The National Guard TA program covers costs, up to the maximums described above, for a high school diploma or GED, for professional licensing programs and certificates, for associates degree programs, bachelors’ degree programs, and for masters degree or professional degree programs. Doctoral programs are not covered by the TA program, though some states may offer state university tuition waivers for PhD students serving in that National Guard.
The National Guard TA program is offered to enlisted ranks, noncommissioned officers, warrant officers and commissioned officers alike. Some states restrict or prioritize their state funding programs to lower ranking servicemembers, such as captains or below. However, officers who use the National Guard Tuition Assistance Program will incur an additional four year obligation upon completing the course of study. If the officer doesn’t complete the course, he or she may have to reimburse the government on a prorated basis.
ROTC cadets who are receiving scholarships under that program cannot simultaneously use TA benefits, though they may use Post 9/11 GI Bill benefits.

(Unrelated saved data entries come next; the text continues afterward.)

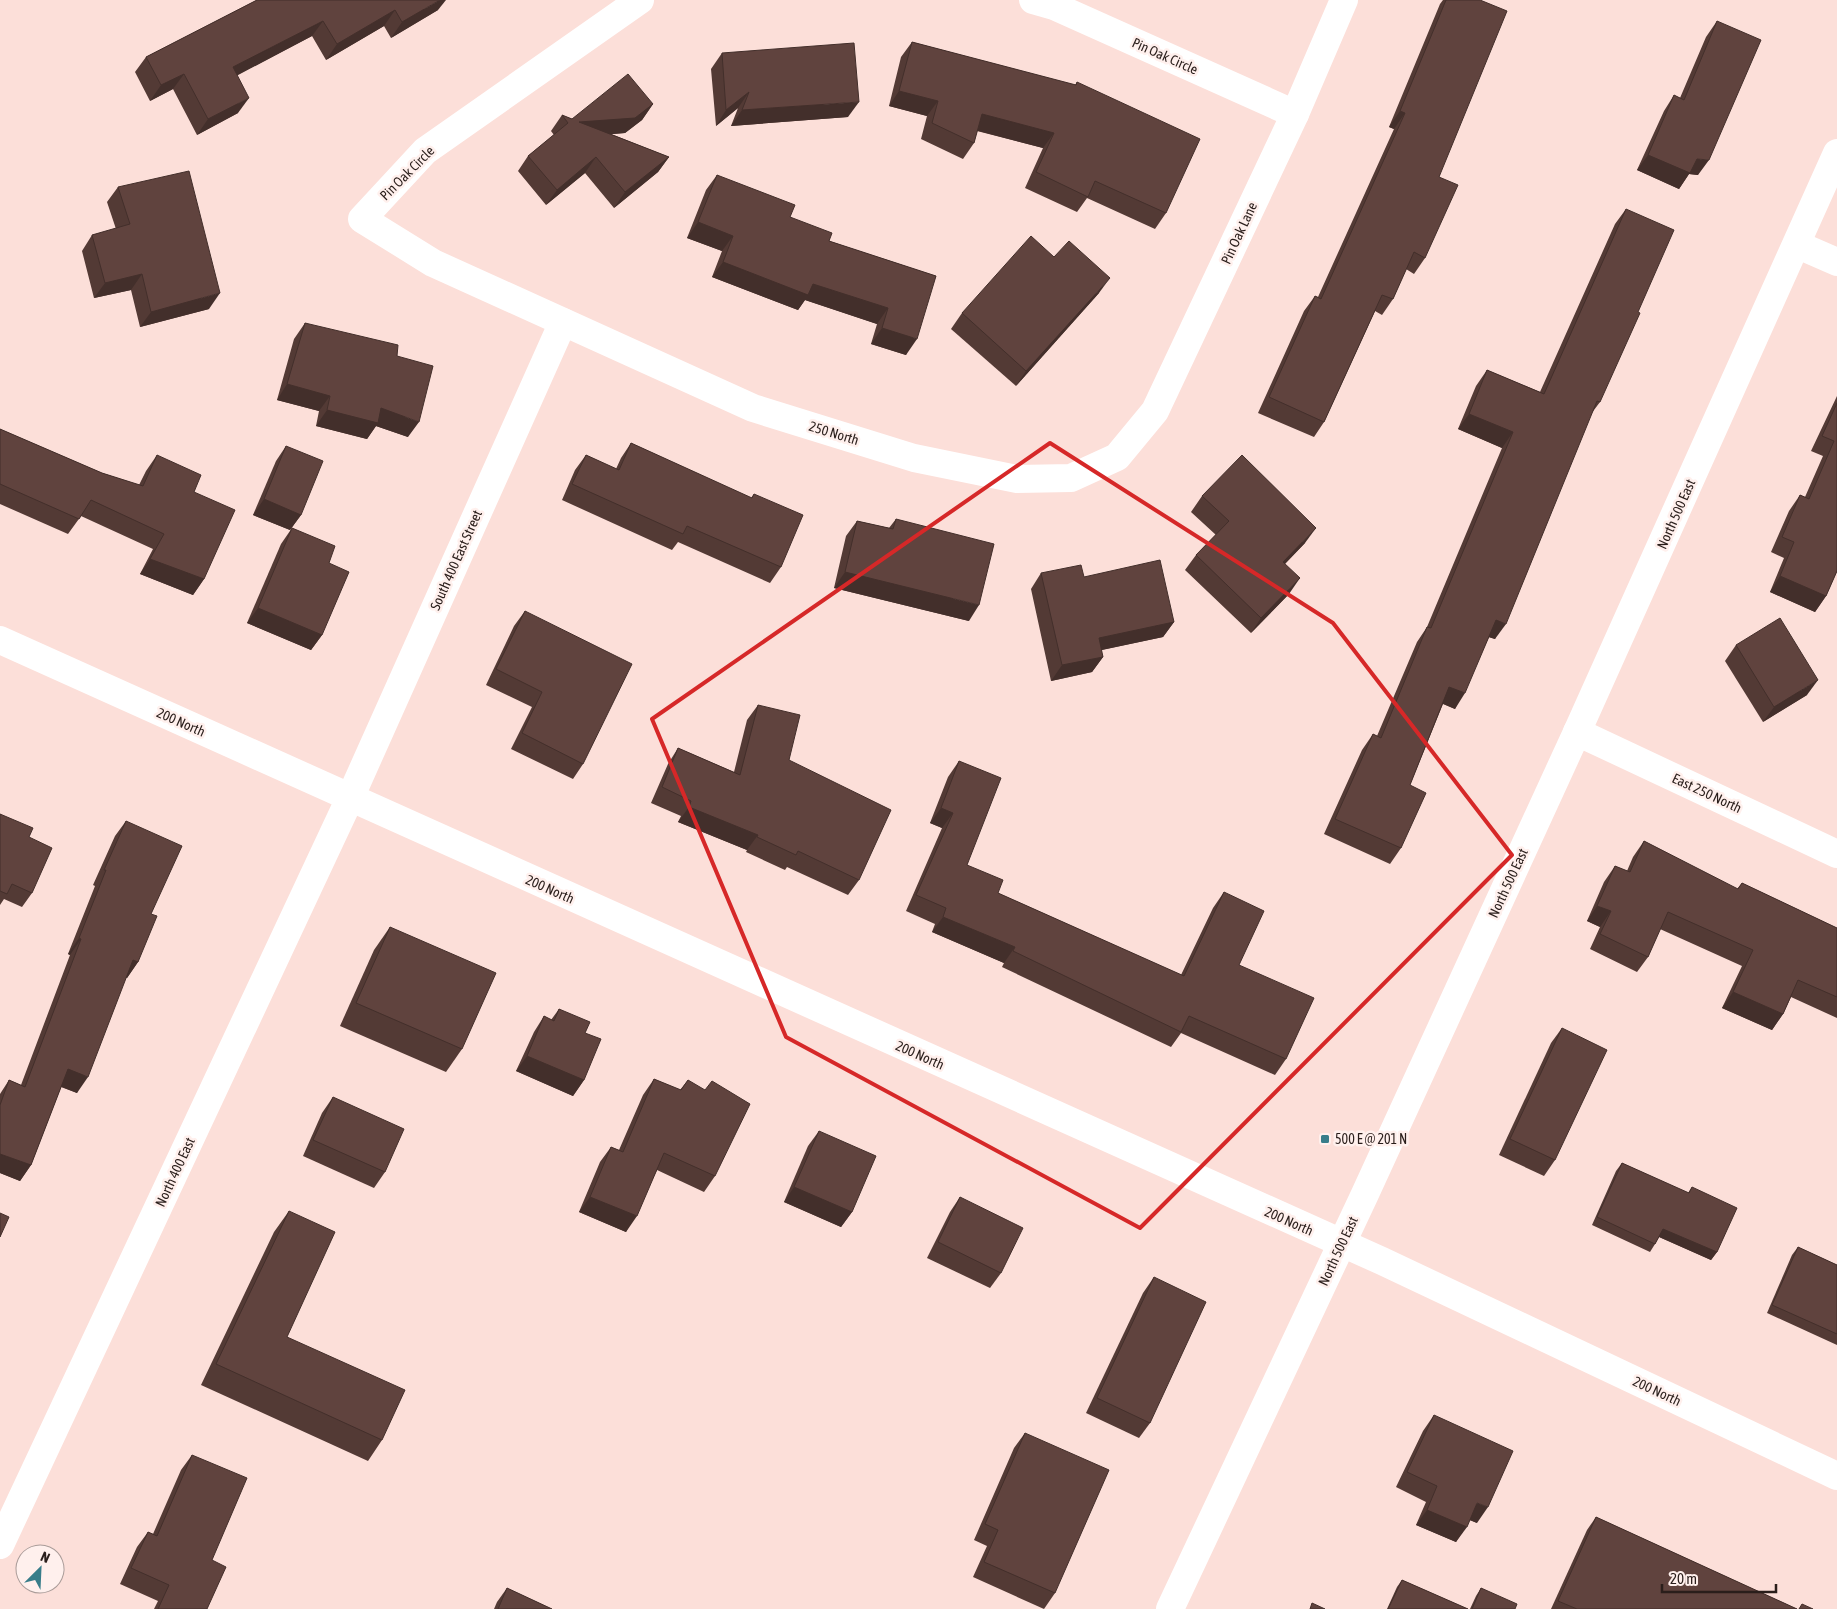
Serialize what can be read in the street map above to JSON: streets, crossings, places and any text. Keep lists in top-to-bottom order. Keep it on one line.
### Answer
{"streets":{"street":["Pin Oak Circle","Pin Oak Lane","250 North","North 500 East","South 400 East Street","200 North","East 250 North","North 400 East"]},"crossings":[["Pin Oak Circle","Pin Oak Lane"],["Pin Oak Circle","250 North"],["Pin Oak Circle","South 400 East Street"],["Pin Oak Lane","250 North"],["250 North","South 400 East Street"],["North 500 East","200 North"],["North 500 East","East 250 North"],["South 400 East Street","200 North"],["South 400 East Street","North 400 East"],["200 North","North 400 East"]],"places":{"transit":["500 E @ 201 N"]},"scale_bar":"20 m","north":"top right"}
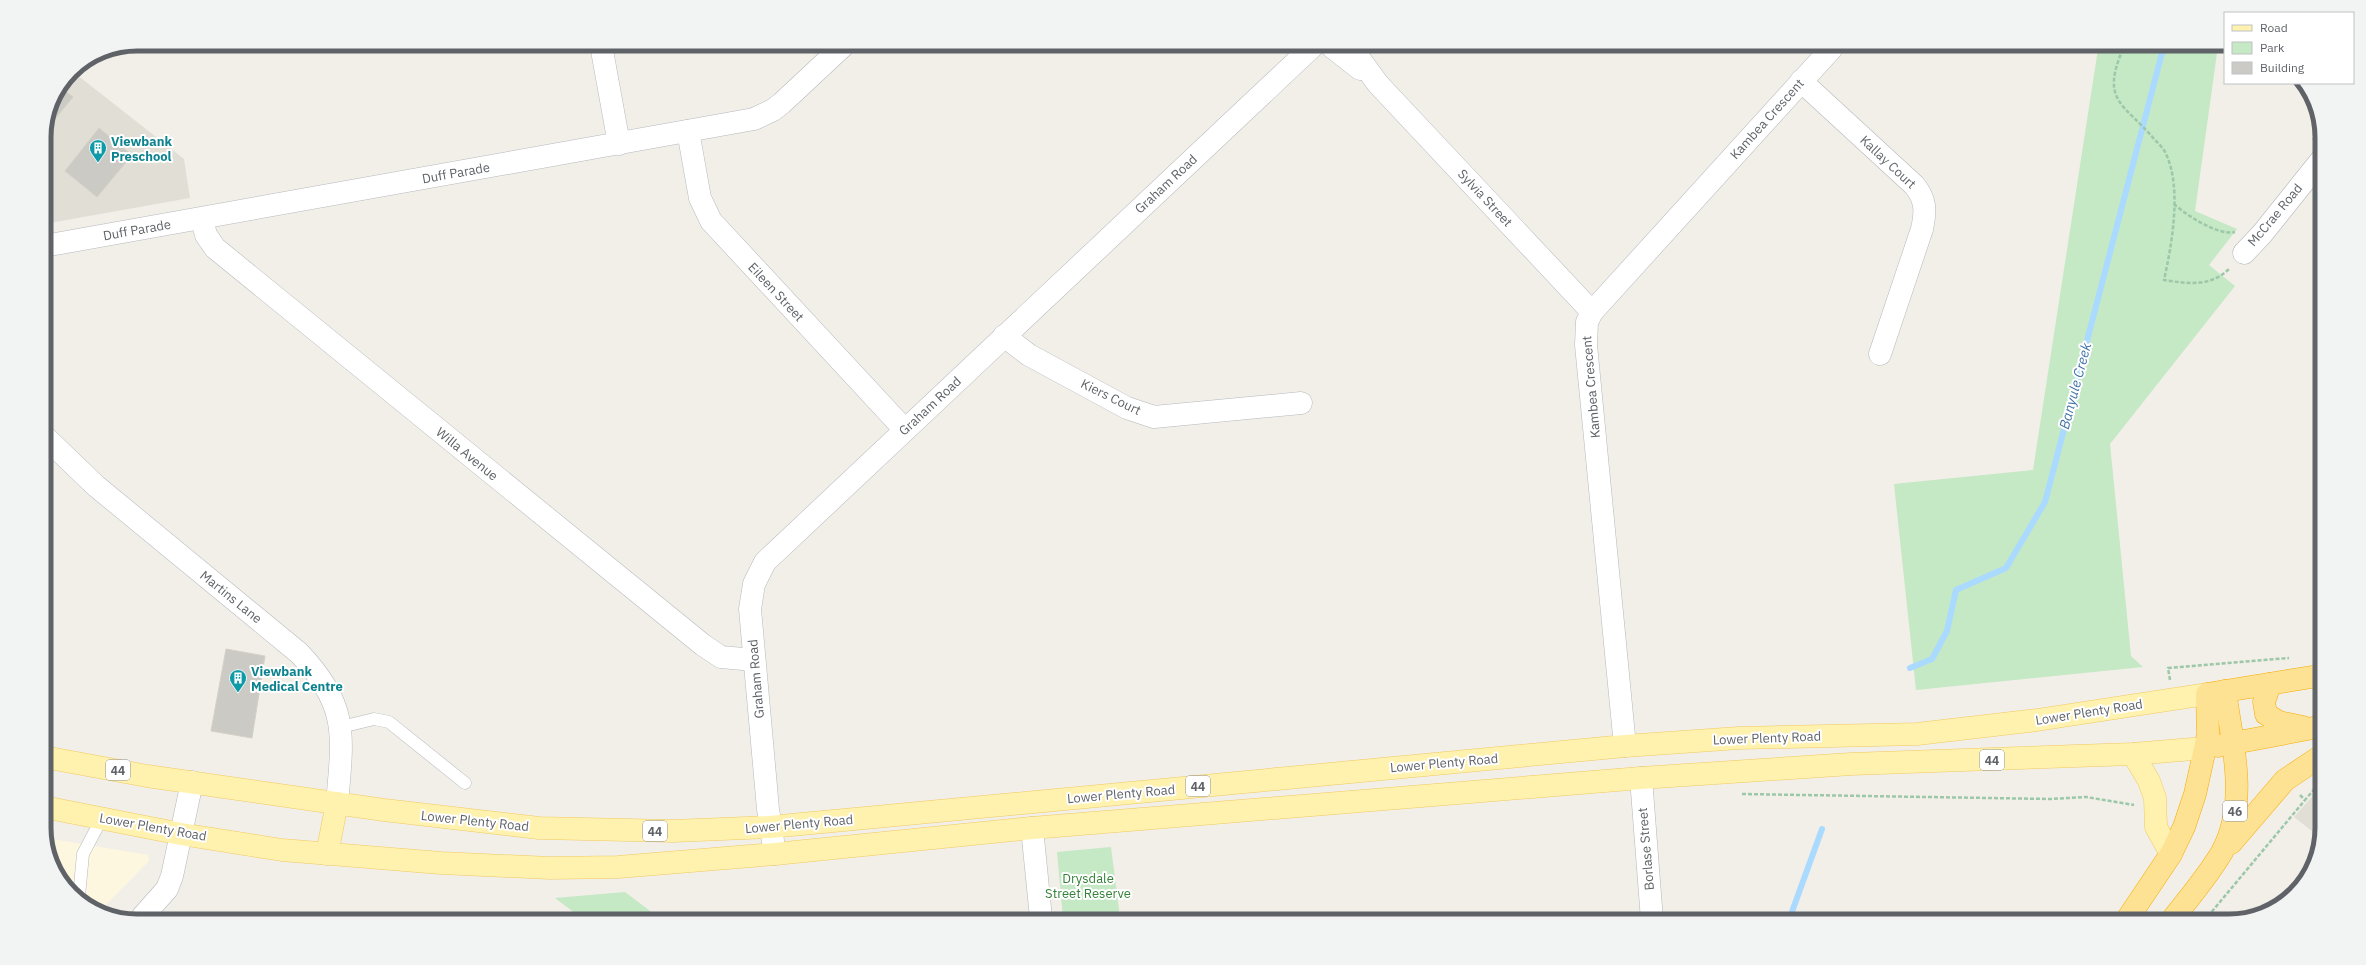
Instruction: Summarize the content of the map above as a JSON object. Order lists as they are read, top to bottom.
{
  "streets": {
    "highway": ["Lower Plenty Road", "44", "46"],
    "street": [
      "Kambea Crescent",
      "Kallay Court",
      "Duff Parade",
      "Graham Road",
      "Sylvia Street",
      "McCrae Road",
      "Eileen Street",
      "Kiers Court",
      "Willa Avenue",
      "Martins Lane",
      "Borlase Street"
    ]
  },
  "crossings": [
    ["Kambea Crescent", "Kallay Court"],
    ["Kambea Crescent", "Sylvia Street"],
    ["Kambea Crescent", "Lower Plenty Road"],
    ["Duff Parade", "Eileen Street"],
    ["Duff Parade", "Willa Avenue"],
    ["Graham Road", "Eileen Street"],
    ["Graham Road", "Kiers Court"],
    ["Graham Road", "Willa Avenue"],
    ["Graham Road", "Lower Plenty Road"],
    ["Martins Lane", "Lower Plenty Road"],
    ["Lower Plenty Road", "46"],
    ["Lower Plenty Road", "Borlase Street"]
  ],
  "water": ["Banyule Creek"],
  "parks": ["Drysdale Street Reserve"],
  "places": {
    "building": ["Viewbank Preschool", "Viewbank Medical Centre"]
  },
  "legend": ["Road", "Park", "Building"]
}
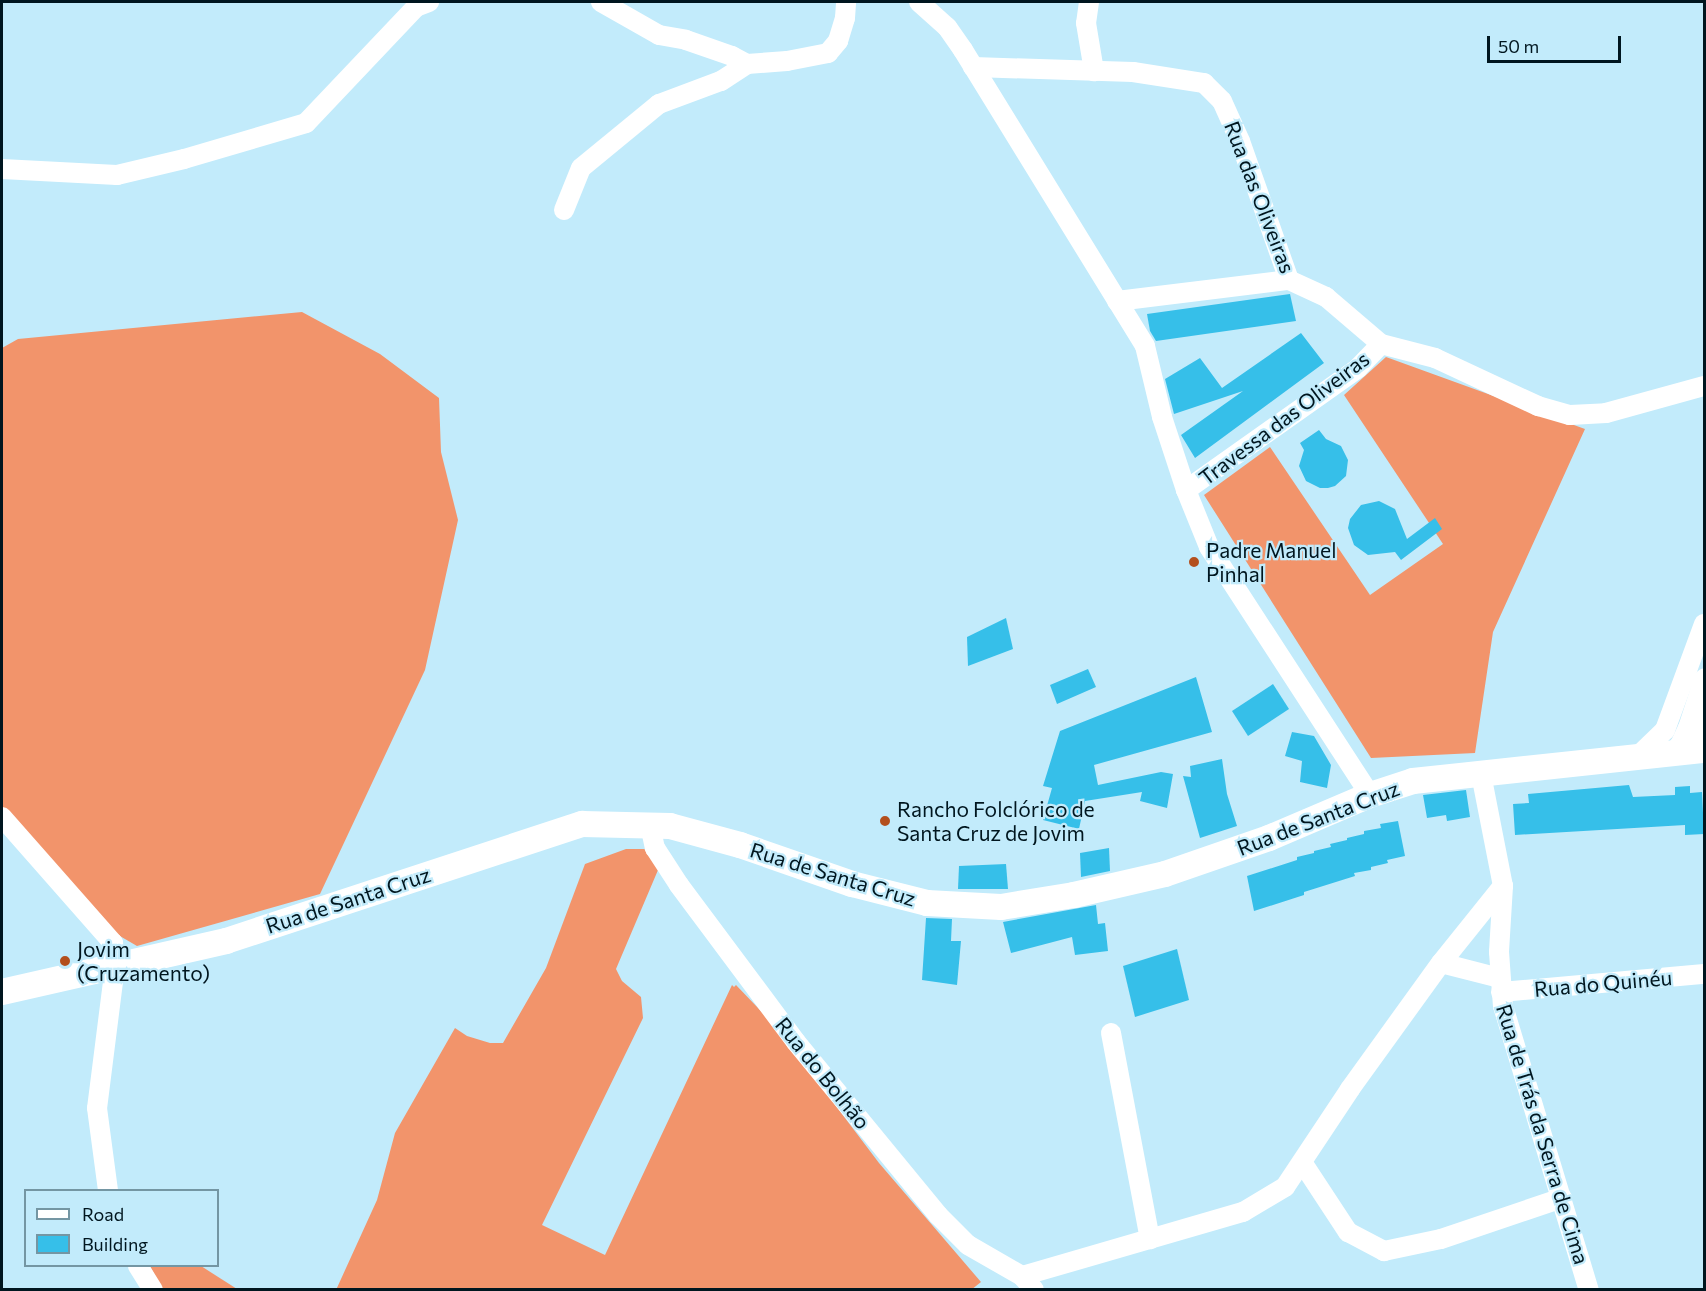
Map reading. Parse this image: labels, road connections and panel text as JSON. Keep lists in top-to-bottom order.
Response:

Stay tuned to MilitaryAuthority.com for a state-by-state breakdown of educational benefits extended to National Guard members.
Not everyone joins the military right out of high school. Some people come to the military later in life – after they’ve already taken out a significant amount in student loans. With student loan debt approaching $1 trillion nationwide, this is fast becoming a serious problem for Americans in their 20s and even ‘30s.
The military Student Loan Repayment Program (SLRP) is designed to appeal to recruits who have already invested in college, and perhaps have already received a degree. It’s a good deal for the military, because the get an older, more mature and seasoned recruit, and they get the benefit of that soldier, airman, marine or sailor’s education. The servicemember gets a good deal because the military is still picking up the tab for his or her education.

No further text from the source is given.